##### DATASET RECORDS

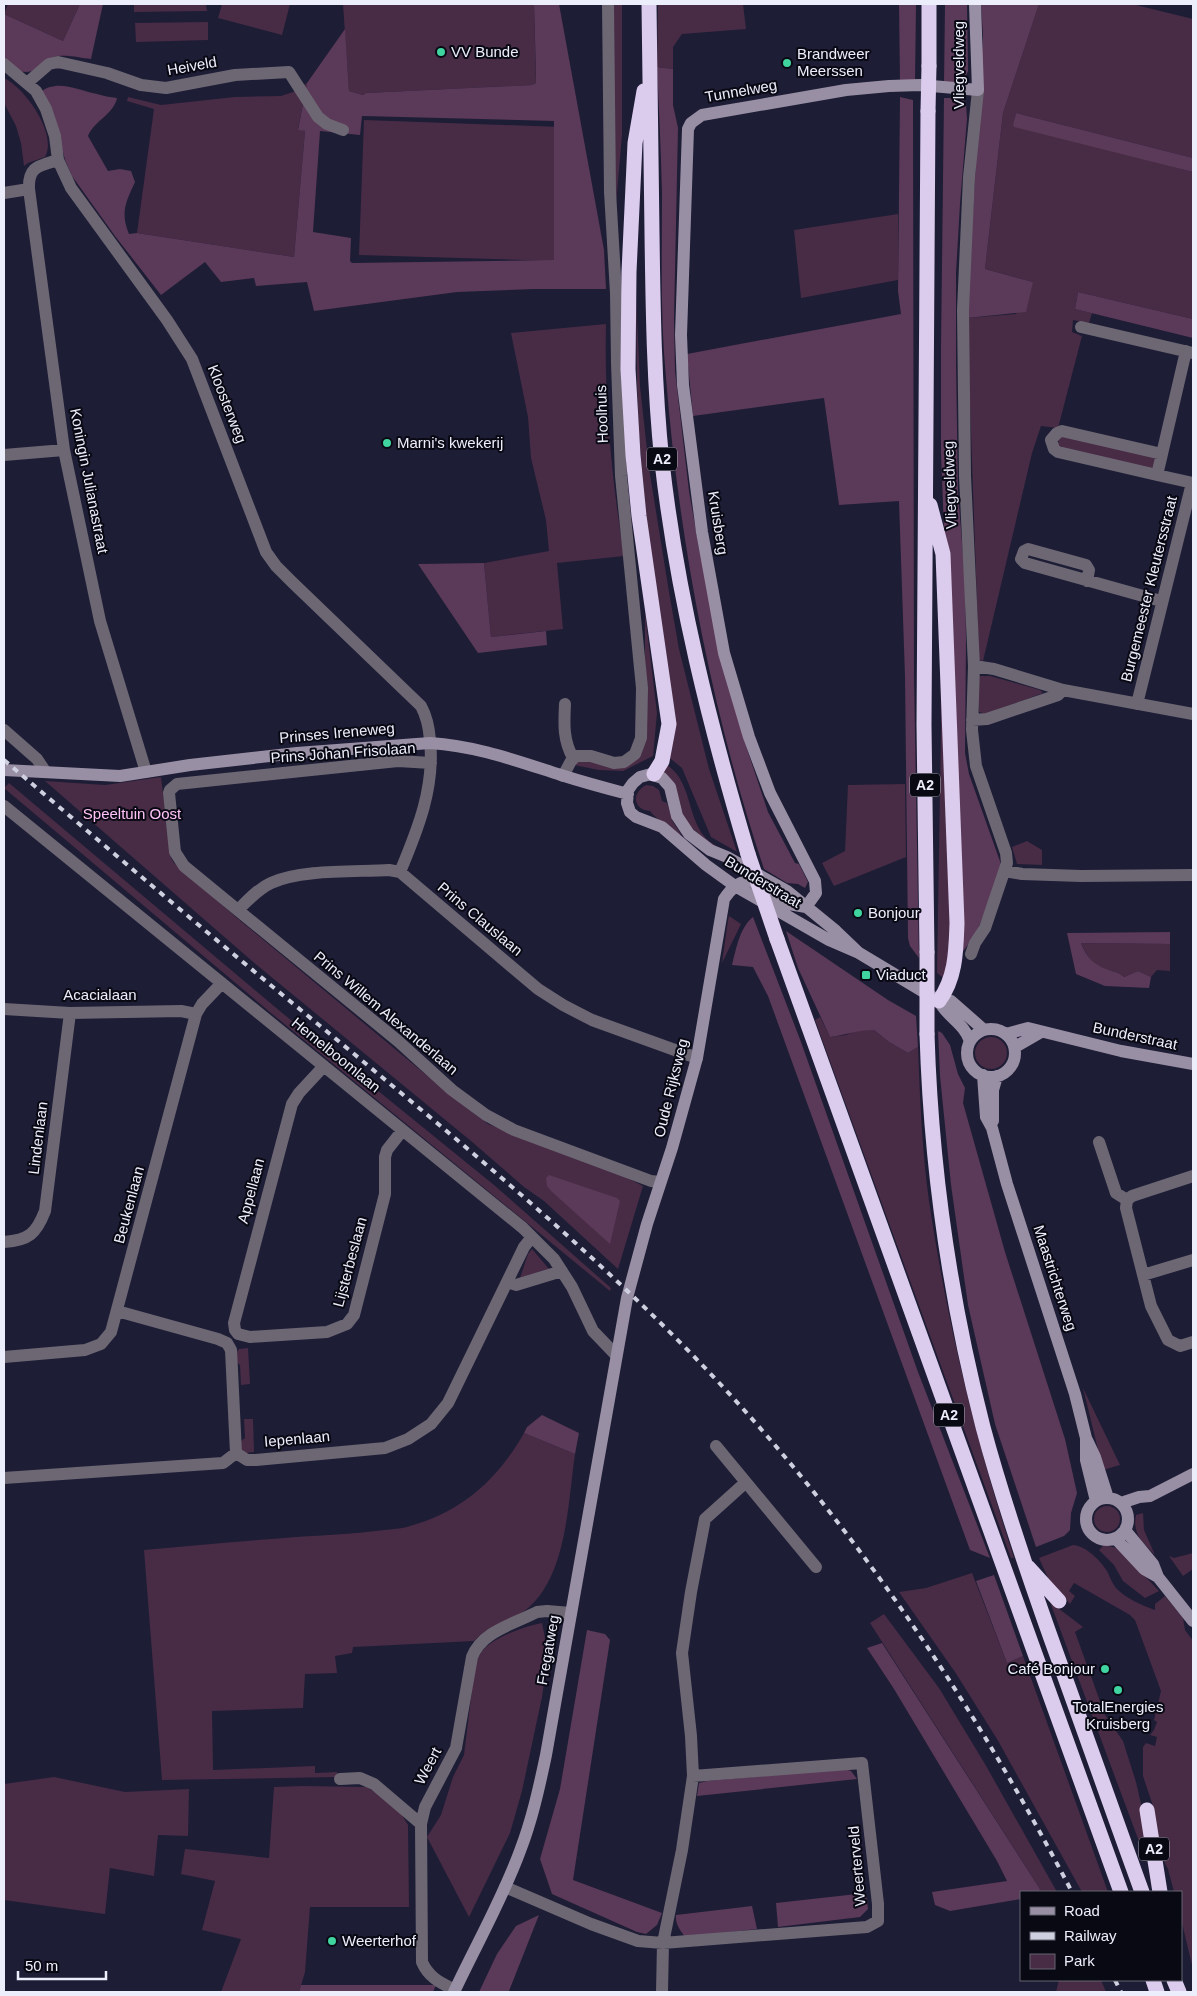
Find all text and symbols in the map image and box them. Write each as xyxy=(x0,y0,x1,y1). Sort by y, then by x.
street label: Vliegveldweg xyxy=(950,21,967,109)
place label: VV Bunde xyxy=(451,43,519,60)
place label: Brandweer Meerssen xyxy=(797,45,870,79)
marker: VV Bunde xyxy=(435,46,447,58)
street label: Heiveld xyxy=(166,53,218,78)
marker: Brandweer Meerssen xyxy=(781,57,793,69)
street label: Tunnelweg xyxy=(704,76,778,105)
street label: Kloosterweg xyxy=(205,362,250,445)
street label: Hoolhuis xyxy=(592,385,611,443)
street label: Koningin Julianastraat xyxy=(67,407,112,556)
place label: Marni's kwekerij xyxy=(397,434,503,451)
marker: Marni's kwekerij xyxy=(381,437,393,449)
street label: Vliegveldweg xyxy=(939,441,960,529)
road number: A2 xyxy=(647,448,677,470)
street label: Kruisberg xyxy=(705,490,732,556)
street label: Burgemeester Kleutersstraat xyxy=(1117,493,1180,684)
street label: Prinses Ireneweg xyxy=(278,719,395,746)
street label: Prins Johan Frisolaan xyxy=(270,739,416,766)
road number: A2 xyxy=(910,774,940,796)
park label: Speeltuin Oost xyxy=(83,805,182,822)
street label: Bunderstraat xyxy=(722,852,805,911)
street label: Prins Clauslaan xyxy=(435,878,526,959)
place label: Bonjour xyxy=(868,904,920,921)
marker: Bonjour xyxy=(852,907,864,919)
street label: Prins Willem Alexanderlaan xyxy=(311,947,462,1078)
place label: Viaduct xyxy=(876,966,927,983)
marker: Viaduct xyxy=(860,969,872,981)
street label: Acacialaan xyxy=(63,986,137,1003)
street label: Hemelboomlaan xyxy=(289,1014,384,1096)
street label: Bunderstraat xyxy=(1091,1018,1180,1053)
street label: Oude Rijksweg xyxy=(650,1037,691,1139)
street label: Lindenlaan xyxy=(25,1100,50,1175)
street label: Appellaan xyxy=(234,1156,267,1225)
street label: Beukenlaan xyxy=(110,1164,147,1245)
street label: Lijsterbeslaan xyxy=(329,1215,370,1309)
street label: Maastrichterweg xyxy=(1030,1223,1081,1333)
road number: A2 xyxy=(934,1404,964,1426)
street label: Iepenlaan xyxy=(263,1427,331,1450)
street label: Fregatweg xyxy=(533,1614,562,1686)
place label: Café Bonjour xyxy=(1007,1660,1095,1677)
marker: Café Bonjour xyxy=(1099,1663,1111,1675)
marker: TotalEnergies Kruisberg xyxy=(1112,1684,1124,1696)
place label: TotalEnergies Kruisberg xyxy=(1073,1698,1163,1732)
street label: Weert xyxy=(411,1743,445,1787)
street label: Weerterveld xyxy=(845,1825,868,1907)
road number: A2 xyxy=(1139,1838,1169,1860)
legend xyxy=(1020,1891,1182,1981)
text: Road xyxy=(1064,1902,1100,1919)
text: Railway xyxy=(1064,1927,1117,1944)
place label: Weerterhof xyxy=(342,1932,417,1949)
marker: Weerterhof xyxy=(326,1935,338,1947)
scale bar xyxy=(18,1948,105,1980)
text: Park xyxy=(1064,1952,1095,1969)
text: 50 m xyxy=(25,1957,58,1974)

##########

> WHAT YOU WILL DO:
What lines of the data contain the string "TotalEnergies"? List them.

> SOLUTION TO THIS PROBLEM:
marker: TotalEnergies Kruisberg xyxy=(1112,1684,1124,1696)
place label: TotalEnergies Kruisberg xyxy=(1073,1698,1163,1732)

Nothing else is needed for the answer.